*Work required*. Leaving out the pictures, copy each record below exactly.
*** Begin section ***
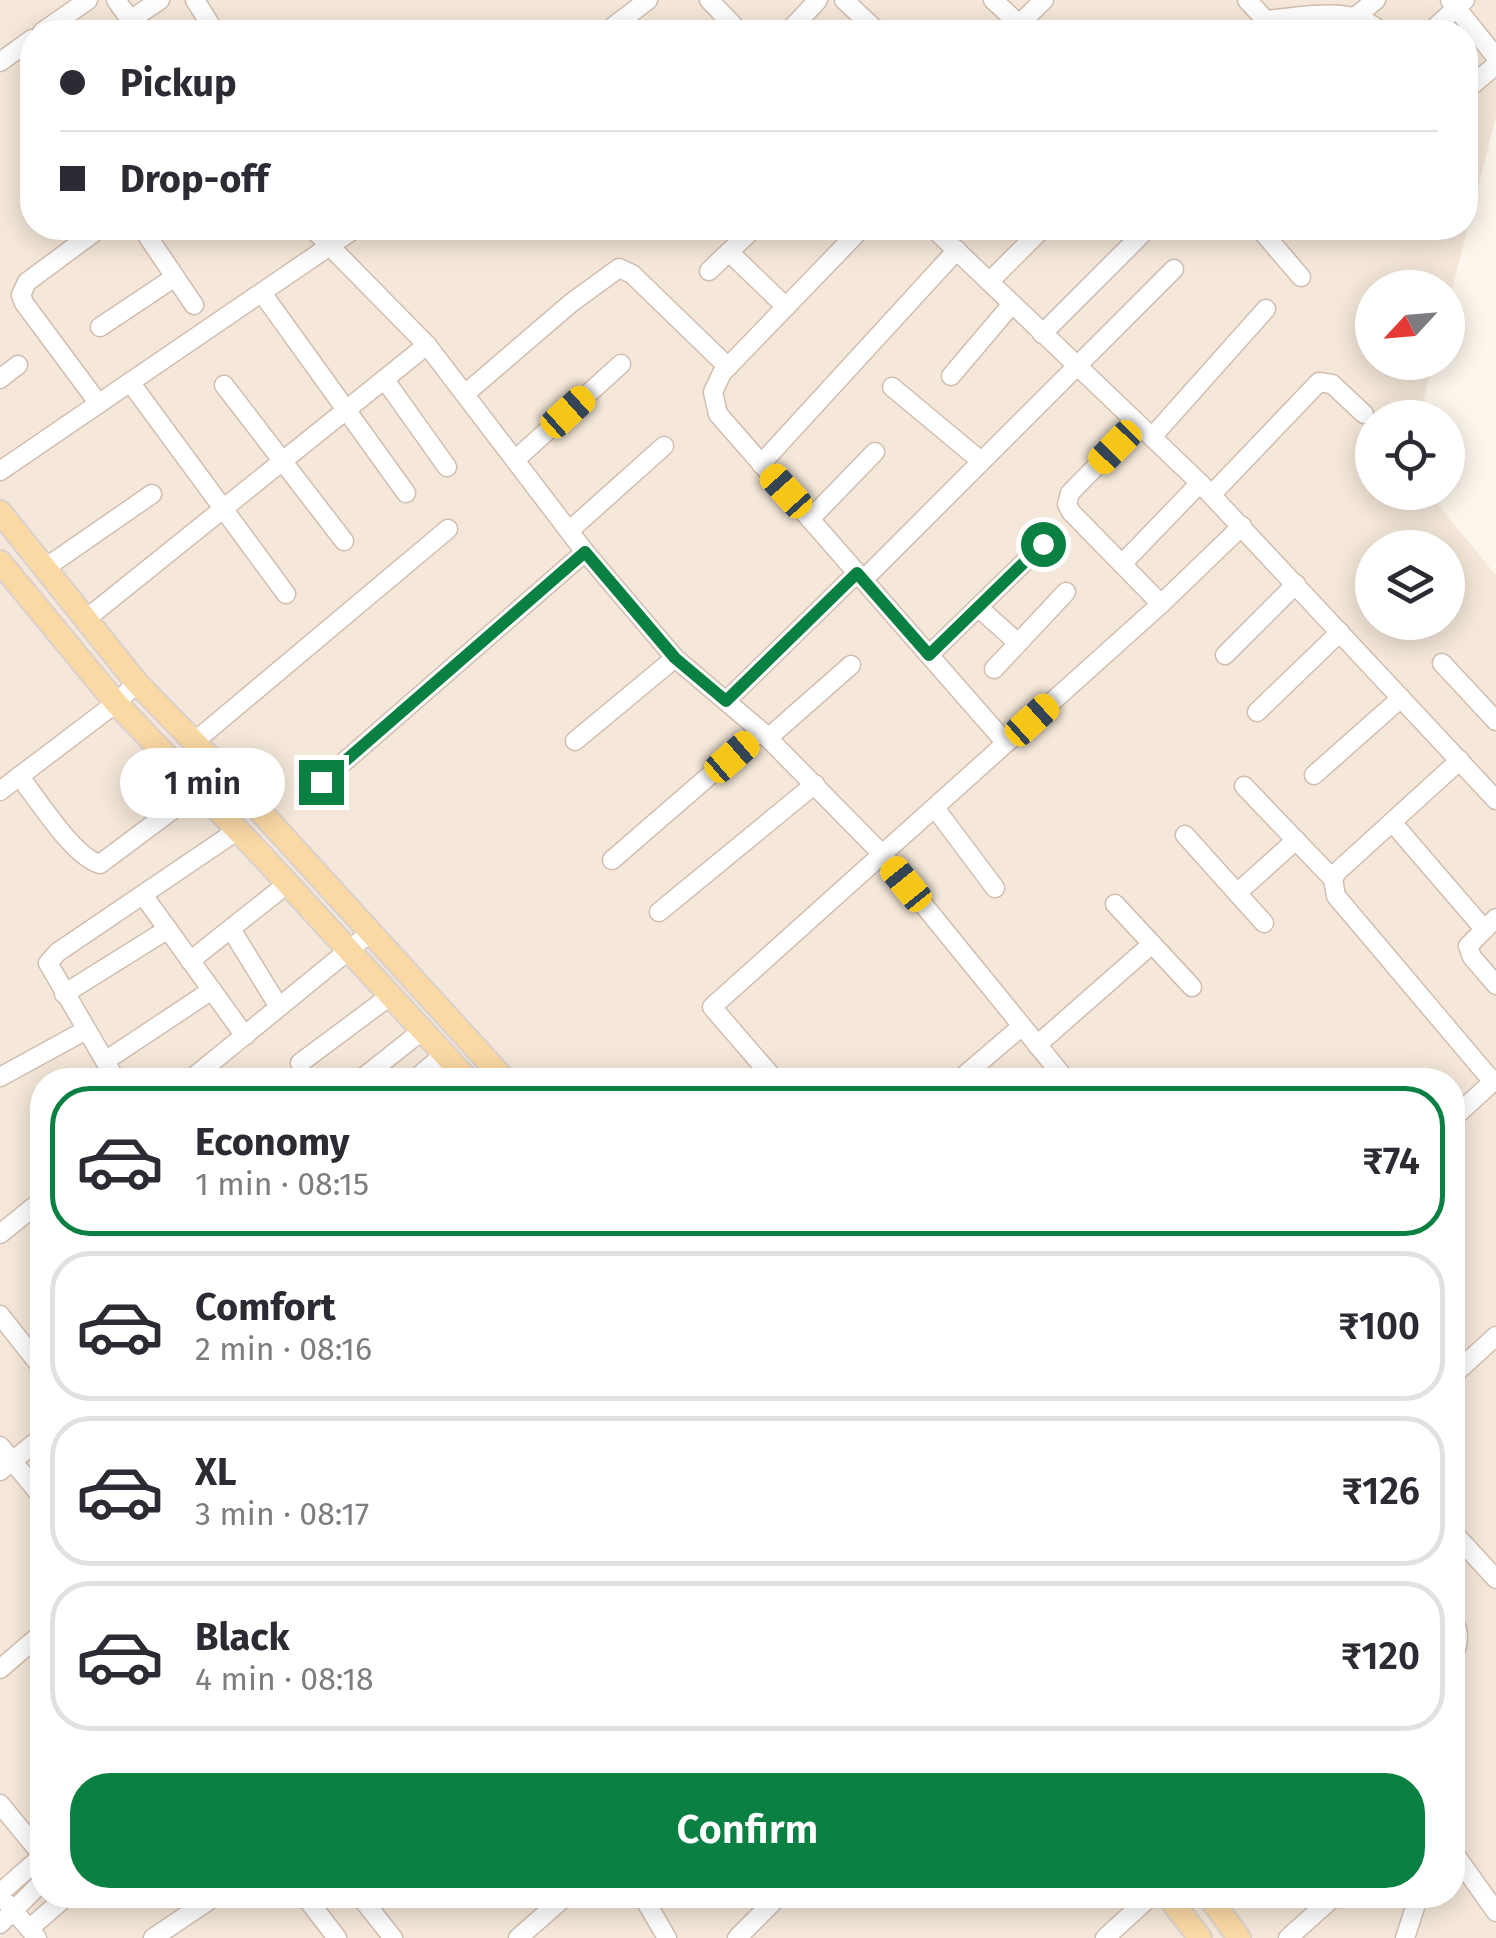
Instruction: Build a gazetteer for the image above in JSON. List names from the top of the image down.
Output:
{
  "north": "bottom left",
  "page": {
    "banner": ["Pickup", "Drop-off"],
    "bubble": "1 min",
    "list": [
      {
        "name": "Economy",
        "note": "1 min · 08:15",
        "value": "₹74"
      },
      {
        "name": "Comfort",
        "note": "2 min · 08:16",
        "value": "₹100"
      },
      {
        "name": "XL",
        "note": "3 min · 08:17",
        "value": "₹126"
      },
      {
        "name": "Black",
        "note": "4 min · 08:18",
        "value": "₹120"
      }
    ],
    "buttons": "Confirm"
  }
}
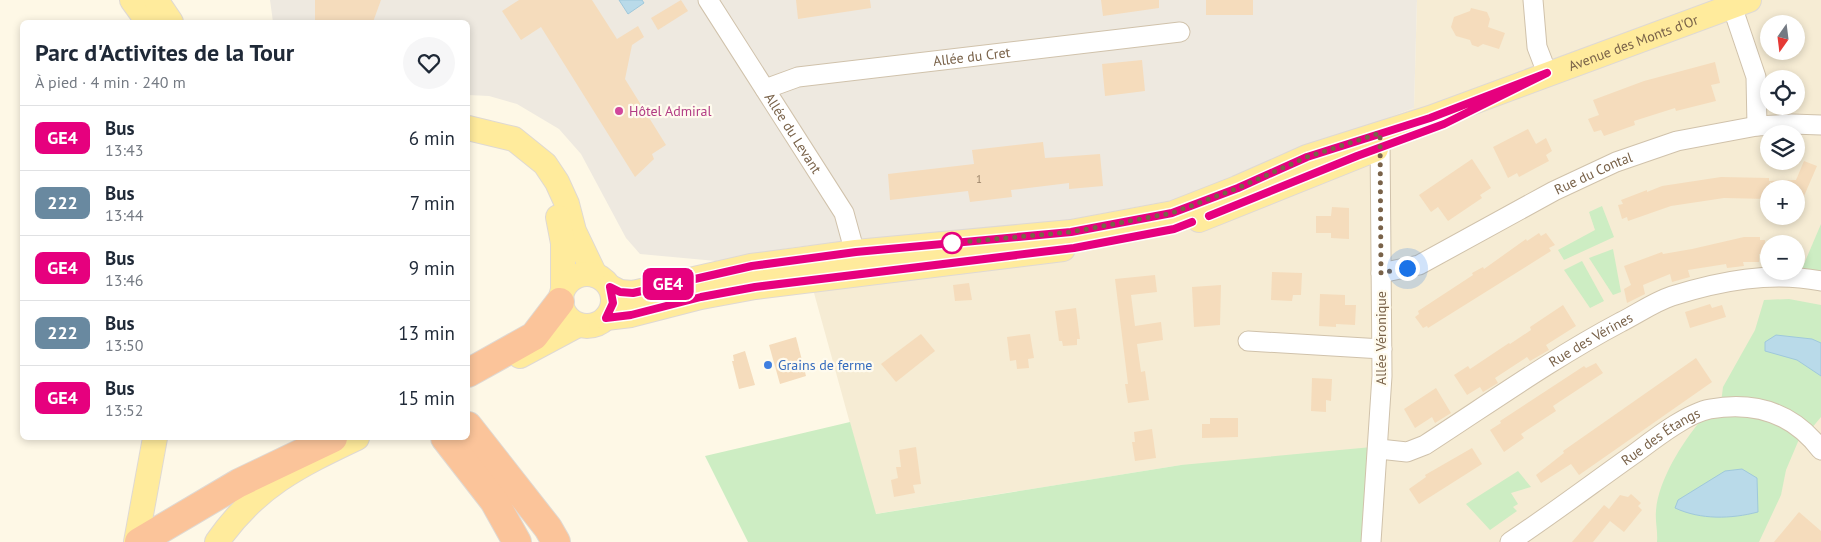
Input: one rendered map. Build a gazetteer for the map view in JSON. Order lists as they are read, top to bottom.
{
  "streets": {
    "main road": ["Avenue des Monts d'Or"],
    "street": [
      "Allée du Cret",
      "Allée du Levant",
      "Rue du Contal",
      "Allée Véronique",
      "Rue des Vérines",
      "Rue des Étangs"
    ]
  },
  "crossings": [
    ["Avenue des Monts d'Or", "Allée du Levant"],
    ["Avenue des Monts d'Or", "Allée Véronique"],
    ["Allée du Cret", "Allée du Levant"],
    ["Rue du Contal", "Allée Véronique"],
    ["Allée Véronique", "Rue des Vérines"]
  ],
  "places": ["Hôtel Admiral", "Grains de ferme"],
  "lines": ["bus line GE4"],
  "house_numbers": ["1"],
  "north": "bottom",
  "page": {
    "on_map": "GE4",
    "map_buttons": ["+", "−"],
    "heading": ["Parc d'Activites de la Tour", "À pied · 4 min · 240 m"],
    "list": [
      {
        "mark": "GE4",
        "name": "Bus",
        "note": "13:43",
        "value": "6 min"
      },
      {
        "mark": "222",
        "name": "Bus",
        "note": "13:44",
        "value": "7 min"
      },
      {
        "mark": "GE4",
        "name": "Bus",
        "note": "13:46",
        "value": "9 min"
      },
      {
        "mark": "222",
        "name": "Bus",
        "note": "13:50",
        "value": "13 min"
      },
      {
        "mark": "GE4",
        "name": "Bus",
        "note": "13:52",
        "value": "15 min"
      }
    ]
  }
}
*** End section ***
*Exercise response*.
Instruction: Build a gazetteer for the image above in JSON. List names from the top of the image down.
Output:
{
  "north": "bottom left",
  "page": {
    "banner": ["Pickup", "Drop-off"],
    "bubble": "1 min",
    "list": [
      {
        "name": "Economy",
        "note": "1 min · 08:15",
        "value": "₹74"
      },
      {
        "name": "Comfort",
        "note": "2 min · 08:16",
        "value": "₹100"
      },
      {
        "name": "XL",
        "note": "3 min · 08:17",
        "value": "₹126"
      },
      {
        "name": "Black",
        "note": "4 min · 08:18",
        "value": "₹120"
      }
    ],
    "buttons": "Confirm"
  }
}
Input: one rendered map. Build a gazetteer for the map view in JSON. Order lists as they are read, top to bottom.
{
  "streets": {
    "main road": ["Avenue des Monts d'Or"],
    "street": [
      "Allée du Cret",
      "Allée du Levant",
      "Rue du Contal",
      "Allée Véronique",
      "Rue des Vérines",
      "Rue des Étangs"
    ]
  },
  "crossings": [
    ["Avenue des Monts d'Or", "Allée du Levant"],
    ["Avenue des Monts d'Or", "Allée Véronique"],
    ["Allée du Cret", "Allée du Levant"],
    ["Rue du Contal", "Allée Véronique"],
    ["Allée Véronique", "Rue des Vérines"]
  ],
  "places": ["Hôtel Admiral", "Grains de ferme"],
  "lines": ["bus line GE4"],
  "house_numbers": ["1"],
  "north": "bottom",
  "page": {
    "on_map": "GE4",
    "map_buttons": ["+", "−"],
    "heading": ["Parc d'Activites de la Tour", "À pied · 4 min · 240 m"],
    "list": [
      {
        "mark": "GE4",
        "name": "Bus",
        "note": "13:43",
        "value": "6 min"
      },
      {
        "mark": "222",
        "name": "Bus",
        "note": "13:44",
        "value": "7 min"
      },
      {
        "mark": "GE4",
        "name": "Bus",
        "note": "13:46",
        "value": "9 min"
      },
      {
        "mark": "222",
        "name": "Bus",
        "note": "13:50",
        "value": "13 min"
      },
      {
        "mark": "GE4",
        "name": "Bus",
        "note": "13:52",
        "value": "15 min"
      }
    ]
  }
}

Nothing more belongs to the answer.